Tuesday, September 23, 2014

Kill Them All

...Kill them all!!
And remember...God is love.
- Ragmop
by Rob Walton

We say it so much that it's become a cliche.  God is love.  Yes, yes, God is love.  We say it all the time.  We say it all the time that it loses meaning or significance.  Clearly, it's lost any significance if we can advocate killing someone and proclaiming "God is love" all in one breath.

Sadly, this attitude exists.  And I'm not referring to the Crusades or wars of the Medieval Ages.  No, pastors today in sermons and on social media alternate between preaching the love of God and demanding the destruction of their "enemies" without missing a beat.  Usually their enemies take the form of anyone holding opposing religious and even (or especially) political views.

You know what?  On a human level it's completely understandable.  These enemies deserve to be stopped.  They deserve to be punished.  They deserve to be killed.  But as Christians we can't advocate such violent actions.  As Christians we have only one course of action: love.

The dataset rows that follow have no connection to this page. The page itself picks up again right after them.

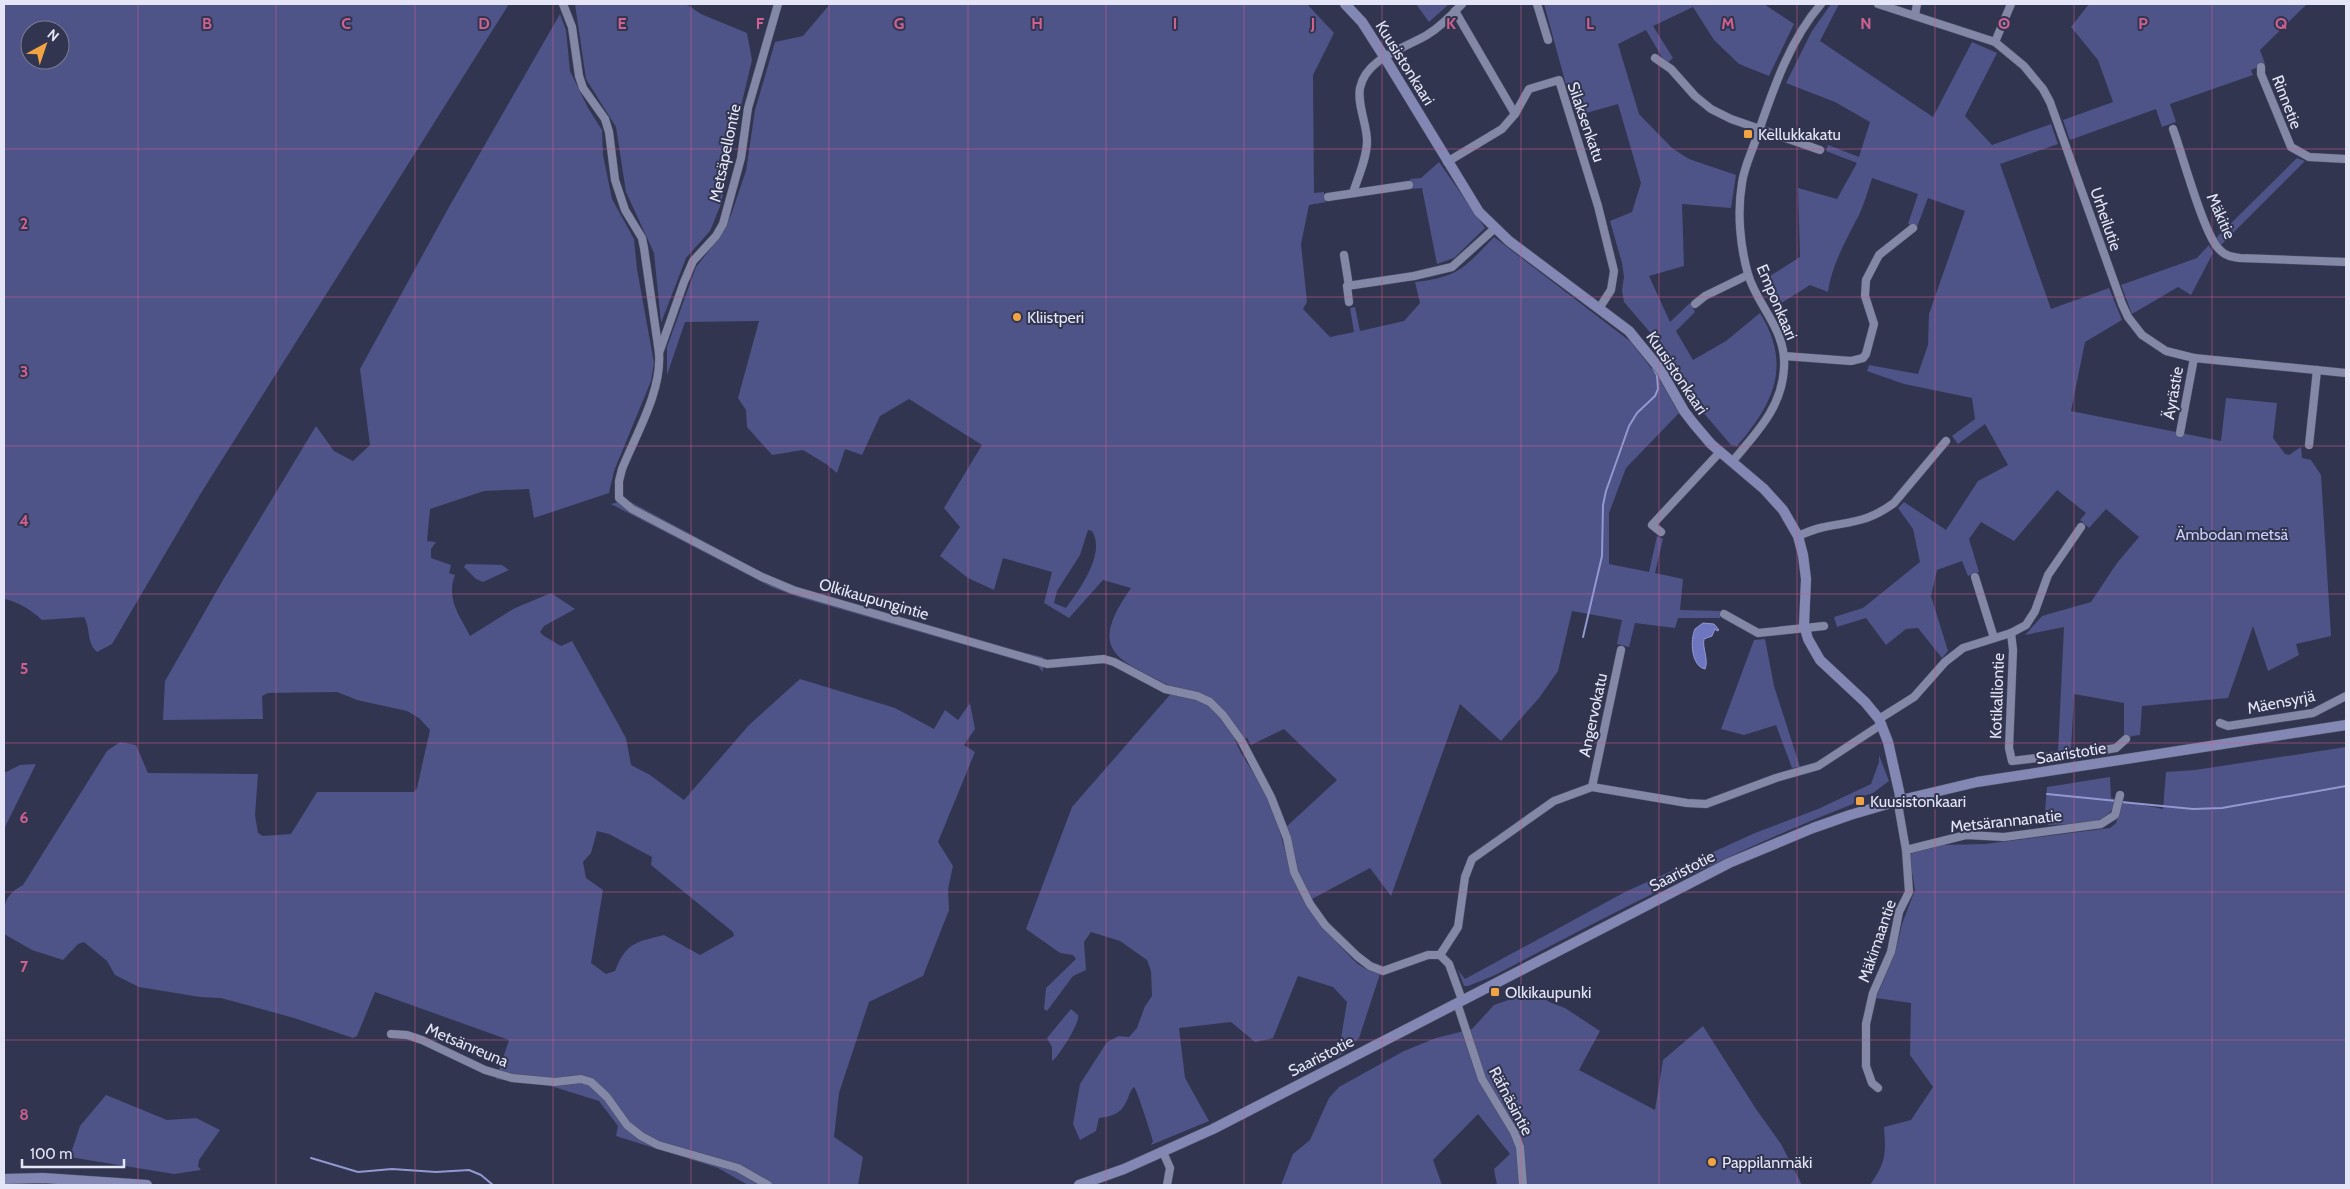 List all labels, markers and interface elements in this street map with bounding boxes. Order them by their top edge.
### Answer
text: B [202,14,212,33]
text: C [341,14,351,33]
text: D [478,14,490,33]
text: E [617,14,627,33]
text: F [756,14,765,33]
text: G [894,14,904,33]
text: H [1031,14,1043,33]
text: I [1173,14,1177,33]
text: J [1310,14,1315,33]
text: K [1446,14,1456,33]
text: L [1586,14,1594,33]
text: M [1721,14,1735,33]
text: N [1860,14,1872,33]
text: O [1998,14,2010,33]
text: P [2138,14,2148,33]
text: Q [2275,14,2287,33]
street label: Kuusistonkaari [1371,17,1439,109]
north arrow [20,20,70,70]
text: N [44,25,63,45]
street label: Rinnetie [2268,72,2306,132]
street label: Silaksenkatu [1563,79,1609,165]
street label: Metsäpellontie [705,102,745,204]
place label: Kellukkakatu [1758,125,1841,144]
marker: Kellukkakatu [1742,128,1754,140]
street label: Urheilutie [2086,185,2126,253]
street label: Mäkitie [2203,190,2239,242]
text: 2 [20,214,28,233]
street label: Emponkaari [1753,261,1801,343]
place label: Kliistperi [1027,308,1084,327]
marker: Kliistperi [1011,311,1023,323]
street label: Kuusistonkaari [1642,328,1712,418]
text: 3 [20,362,28,381]
street label: Äyrästie [2159,365,2187,421]
text: 4 [19,511,29,530]
park label: Ämbodan metsä [2176,525,2289,544]
street label: Olkikaupungintie [817,574,931,624]
street label: Kotikalliontie [1986,653,2008,739]
text: 5 [20,659,28,678]
street label: Angervokatu [1575,671,1611,759]
street label: Mäensyrjä [2246,686,2317,718]
street label: Saaristotie [2035,738,2107,768]
place label: Kuusistonkaari [1870,792,1966,811]
marker: Kuusistonkaari [1854,795,1866,807]
street label: Metsärannanatie [1949,806,2063,836]
text: 6 [20,808,29,827]
street label: Saaristotie [1646,846,1718,896]
street label: Mäkimaantie [1854,897,1900,985]
text: 7 [20,957,29,976]
place label: Olkikaupunki [1505,983,1592,1002]
marker: Olkikaupunki [1489,986,1501,998]
street label: Metsänreuna [423,1019,511,1071]
street label: Saaristotie [1285,1031,1357,1081]
street label: Räfnäsintie [1485,1063,1537,1139]
text: 8 [19,1105,29,1124]
scale bar [22,1136,125,1168]
text: 100 m [30,1145,72,1163]
place label: Pappilanmäki [1722,1153,1813,1172]
marker: Pappilanmäki [1706,1156,1718,1168]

Love when it's easy.  Love when it's hard.  Love when it hurts.  Love when it is stupid, ridiculous, reckless, and absurd to do so.  Love those who it is unfathomable to love.
"But I say to you that listen, love your enemies, do good to those who hate you, bless those who curse you, pray for those who abuse you. If anyone strikes you on the cheek, offer the other also; and from anyone who takes away your coat do not withhold even your shirt. Give to everyone who begs from you; and if anyone takes away your goods, do not ask for them again. Do to others as you would have them do to you."  - Luke 6:27-31 [NRSV]
Woah, woah, woah.  That is a little extreme, isn't it?  Following those directions sounds like a good way to get hurt.  Won't people take advantage of me if I love them that much?  These words of Jesus are just ridiculous.  They are downright silly.  Brennan Manning agreed when he wrote, "No, the love of our God isn't dignified at all, and apparently that's the way He expects our love to be.  Not only does He require that we accept his inexplicable, embarrassing kind of love; but once we've accepted it, He expects us to behave the same way with others."1

As impossibly unacceptable as this is, Jesus himself countered any objections or excuses we might respond to him with.
"If you love those who love you, what credit is that to you? For even sinners love those who love them. If you do good to those who do good to you, what credit is that to you? For even sinners do the same. If you lend to those from whom you hope to receive, what credit is that to you? Even sinners lend to sinners, to receive as much again. But love your enemies, do good, and lend, expecting nothing in return."  - Luke 6:32 - 35 [NRSV]
Manning said that this was the hallmark of a Christian.  "God calls His children to a countercultural lifestyle of forgiveness in a world that demands an eye for an eye - and worse.  But if loving God is the first commandment, and loving our neighbor proves our love for God, and if it is easy to love those who love us, then loving our enemies must be the filial badge that identifies Abba's children."2

Clearly, loving our enemies is important.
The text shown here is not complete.